EXERCISE BRIEF:
Scan the records for the line containing "6 2 6-2v14l-6"; extract it and all later lines, verbatim, through the end, and nothing before it.

EXTRACTED MATERIAL:
==*==

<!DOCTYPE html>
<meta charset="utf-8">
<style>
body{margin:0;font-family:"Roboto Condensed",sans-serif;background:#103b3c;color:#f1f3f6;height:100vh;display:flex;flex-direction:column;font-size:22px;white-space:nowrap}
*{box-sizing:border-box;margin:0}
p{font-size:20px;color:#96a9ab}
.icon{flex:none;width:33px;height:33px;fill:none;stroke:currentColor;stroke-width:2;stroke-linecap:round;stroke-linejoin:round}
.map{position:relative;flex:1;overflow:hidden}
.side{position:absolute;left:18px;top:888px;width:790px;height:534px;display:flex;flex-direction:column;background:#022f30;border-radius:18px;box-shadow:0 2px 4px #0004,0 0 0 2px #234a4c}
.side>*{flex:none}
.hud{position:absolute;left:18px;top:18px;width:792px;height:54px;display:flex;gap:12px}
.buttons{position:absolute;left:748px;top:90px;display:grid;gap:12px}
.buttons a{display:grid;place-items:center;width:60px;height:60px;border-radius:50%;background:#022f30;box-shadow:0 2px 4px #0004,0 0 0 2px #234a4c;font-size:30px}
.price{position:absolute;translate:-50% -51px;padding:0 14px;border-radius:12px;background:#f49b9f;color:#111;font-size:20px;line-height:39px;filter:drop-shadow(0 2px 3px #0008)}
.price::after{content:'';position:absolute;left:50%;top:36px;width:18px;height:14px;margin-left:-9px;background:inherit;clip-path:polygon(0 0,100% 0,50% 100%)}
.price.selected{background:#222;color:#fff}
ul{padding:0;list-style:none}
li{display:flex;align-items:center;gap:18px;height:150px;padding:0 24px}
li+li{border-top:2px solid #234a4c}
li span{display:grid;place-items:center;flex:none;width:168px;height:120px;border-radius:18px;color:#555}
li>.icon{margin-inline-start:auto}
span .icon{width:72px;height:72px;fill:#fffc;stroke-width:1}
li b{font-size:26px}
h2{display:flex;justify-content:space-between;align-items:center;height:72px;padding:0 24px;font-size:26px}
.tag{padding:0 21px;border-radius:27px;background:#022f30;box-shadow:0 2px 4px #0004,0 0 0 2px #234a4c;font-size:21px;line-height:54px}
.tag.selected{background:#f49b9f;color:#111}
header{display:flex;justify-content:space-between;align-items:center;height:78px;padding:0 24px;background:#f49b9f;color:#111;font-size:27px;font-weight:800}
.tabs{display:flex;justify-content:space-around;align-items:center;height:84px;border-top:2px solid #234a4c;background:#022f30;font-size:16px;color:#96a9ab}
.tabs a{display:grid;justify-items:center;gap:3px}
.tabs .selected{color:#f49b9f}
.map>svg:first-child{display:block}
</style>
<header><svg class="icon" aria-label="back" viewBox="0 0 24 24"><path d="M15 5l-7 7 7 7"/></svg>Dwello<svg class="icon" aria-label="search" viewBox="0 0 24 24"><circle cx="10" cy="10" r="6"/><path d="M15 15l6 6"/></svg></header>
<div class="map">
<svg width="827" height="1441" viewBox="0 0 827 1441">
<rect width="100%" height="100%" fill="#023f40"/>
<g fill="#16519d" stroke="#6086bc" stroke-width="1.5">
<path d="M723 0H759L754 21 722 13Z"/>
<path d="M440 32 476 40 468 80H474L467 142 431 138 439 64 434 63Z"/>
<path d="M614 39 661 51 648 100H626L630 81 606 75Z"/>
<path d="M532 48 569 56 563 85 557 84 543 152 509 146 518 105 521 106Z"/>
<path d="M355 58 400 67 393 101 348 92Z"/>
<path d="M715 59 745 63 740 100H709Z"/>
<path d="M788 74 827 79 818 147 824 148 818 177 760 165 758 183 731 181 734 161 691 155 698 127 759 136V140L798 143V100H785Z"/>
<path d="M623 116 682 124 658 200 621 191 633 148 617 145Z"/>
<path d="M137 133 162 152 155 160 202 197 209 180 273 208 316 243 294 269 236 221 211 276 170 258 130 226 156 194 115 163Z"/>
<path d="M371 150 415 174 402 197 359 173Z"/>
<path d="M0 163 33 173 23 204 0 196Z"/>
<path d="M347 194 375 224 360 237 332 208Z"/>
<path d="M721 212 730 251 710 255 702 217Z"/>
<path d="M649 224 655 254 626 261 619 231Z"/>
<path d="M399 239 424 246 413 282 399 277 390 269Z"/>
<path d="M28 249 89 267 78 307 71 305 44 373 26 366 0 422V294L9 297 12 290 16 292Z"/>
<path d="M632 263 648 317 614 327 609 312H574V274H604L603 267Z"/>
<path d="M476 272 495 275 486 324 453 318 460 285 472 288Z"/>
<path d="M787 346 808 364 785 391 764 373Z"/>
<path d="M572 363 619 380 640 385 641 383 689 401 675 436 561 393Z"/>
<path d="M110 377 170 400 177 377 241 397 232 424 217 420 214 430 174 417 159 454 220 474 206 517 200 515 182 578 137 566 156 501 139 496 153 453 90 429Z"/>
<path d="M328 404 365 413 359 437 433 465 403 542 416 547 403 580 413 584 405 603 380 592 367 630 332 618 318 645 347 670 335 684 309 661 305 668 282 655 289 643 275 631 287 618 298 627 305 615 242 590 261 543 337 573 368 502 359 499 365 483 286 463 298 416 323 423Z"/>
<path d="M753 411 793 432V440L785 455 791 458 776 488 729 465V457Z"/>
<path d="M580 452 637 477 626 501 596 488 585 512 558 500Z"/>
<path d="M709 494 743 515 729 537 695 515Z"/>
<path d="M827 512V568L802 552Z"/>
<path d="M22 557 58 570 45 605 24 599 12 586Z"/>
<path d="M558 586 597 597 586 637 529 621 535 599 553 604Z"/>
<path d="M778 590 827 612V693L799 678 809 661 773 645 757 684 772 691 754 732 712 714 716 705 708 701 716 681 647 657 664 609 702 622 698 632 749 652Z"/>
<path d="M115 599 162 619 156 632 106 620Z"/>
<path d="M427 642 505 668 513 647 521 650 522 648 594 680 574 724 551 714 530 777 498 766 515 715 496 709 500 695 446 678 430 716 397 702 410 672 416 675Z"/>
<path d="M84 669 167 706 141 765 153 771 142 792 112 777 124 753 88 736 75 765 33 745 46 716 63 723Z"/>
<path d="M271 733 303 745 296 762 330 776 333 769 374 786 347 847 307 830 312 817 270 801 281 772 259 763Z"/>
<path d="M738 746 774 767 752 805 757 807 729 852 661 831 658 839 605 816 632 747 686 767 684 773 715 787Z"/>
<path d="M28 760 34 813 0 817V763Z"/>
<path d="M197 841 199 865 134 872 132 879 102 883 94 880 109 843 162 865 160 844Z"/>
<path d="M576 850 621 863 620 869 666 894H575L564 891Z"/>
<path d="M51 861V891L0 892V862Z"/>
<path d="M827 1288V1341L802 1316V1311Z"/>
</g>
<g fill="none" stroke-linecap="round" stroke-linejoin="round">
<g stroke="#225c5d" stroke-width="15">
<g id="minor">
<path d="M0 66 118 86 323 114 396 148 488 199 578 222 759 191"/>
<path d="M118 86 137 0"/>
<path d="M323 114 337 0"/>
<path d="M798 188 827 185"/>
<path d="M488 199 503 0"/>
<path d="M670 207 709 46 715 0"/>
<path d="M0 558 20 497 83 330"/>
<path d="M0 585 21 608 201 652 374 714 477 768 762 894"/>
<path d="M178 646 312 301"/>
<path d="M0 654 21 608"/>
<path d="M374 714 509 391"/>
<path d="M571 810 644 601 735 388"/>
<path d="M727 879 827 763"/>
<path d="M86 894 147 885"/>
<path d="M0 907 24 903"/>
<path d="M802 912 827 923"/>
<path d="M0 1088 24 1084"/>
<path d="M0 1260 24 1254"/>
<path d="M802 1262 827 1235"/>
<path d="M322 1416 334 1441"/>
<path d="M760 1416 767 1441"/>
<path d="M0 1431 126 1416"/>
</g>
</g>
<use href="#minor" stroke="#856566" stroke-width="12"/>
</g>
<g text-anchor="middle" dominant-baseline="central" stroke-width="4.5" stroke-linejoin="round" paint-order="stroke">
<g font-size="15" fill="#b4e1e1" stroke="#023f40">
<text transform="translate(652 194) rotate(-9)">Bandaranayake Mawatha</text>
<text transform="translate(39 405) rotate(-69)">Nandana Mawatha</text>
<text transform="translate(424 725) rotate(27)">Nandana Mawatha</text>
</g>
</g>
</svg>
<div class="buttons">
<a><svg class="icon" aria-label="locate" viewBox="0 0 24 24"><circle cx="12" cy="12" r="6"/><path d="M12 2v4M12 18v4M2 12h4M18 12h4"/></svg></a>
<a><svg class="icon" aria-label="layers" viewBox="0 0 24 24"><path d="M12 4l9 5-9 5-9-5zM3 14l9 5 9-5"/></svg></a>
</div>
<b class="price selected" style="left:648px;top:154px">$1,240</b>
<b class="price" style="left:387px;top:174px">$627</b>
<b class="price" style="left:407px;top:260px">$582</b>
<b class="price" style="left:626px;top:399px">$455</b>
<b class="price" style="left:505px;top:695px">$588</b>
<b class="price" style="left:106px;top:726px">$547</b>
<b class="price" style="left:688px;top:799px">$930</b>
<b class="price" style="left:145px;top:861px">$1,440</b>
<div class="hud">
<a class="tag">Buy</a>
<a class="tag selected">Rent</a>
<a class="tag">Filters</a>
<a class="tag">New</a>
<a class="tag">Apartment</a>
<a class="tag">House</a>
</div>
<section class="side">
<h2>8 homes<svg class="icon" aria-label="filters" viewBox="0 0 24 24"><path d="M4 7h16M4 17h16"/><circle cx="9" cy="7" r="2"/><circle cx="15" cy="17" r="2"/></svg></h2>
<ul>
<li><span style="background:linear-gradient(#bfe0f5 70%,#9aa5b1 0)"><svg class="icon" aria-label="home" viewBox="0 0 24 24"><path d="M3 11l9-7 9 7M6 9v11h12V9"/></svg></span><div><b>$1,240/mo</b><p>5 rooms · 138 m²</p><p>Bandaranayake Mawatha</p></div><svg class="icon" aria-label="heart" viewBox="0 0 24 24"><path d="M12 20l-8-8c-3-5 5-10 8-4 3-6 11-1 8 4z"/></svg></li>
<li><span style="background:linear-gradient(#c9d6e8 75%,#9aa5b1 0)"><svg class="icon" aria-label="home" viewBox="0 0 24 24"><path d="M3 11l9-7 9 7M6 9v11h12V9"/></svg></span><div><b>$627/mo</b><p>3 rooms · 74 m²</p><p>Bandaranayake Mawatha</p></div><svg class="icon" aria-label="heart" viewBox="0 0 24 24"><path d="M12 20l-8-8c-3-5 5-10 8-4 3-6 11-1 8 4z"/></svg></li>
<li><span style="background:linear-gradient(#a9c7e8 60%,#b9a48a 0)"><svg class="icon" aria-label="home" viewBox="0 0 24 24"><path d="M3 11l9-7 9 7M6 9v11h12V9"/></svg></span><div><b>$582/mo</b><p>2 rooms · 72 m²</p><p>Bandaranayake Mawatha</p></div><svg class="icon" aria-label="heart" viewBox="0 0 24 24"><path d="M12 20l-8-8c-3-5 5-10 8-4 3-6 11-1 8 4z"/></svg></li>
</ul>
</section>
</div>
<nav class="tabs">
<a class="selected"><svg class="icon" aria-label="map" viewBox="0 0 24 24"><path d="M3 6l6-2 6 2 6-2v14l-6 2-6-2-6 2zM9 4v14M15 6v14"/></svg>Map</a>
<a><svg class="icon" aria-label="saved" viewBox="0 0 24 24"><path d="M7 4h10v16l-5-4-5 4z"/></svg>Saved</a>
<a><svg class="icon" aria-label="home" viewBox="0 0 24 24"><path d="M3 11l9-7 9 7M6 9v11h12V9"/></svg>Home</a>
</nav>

==*==

ANSWER TO THIS EXERCISE:
<a class="selected"><svg class="icon" aria-label="map" viewBox="0 0 24 24"><path d="M3 6l6-2 6 2 6-2v14l-6 2-6-2-6 2zM9 4v14M15 6v14"/></svg>Map</a>
<a><svg class="icon" aria-label="saved" viewBox="0 0 24 24"><path d="M7 4h10v16l-5-4-5 4z"/></svg>Saved</a>
<a><svg class="icon" aria-label="home" viewBox="0 0 24 24"><path d="M3 11l9-7 9 7M6 9v11h12V9"/></svg>Home</a>
</nav>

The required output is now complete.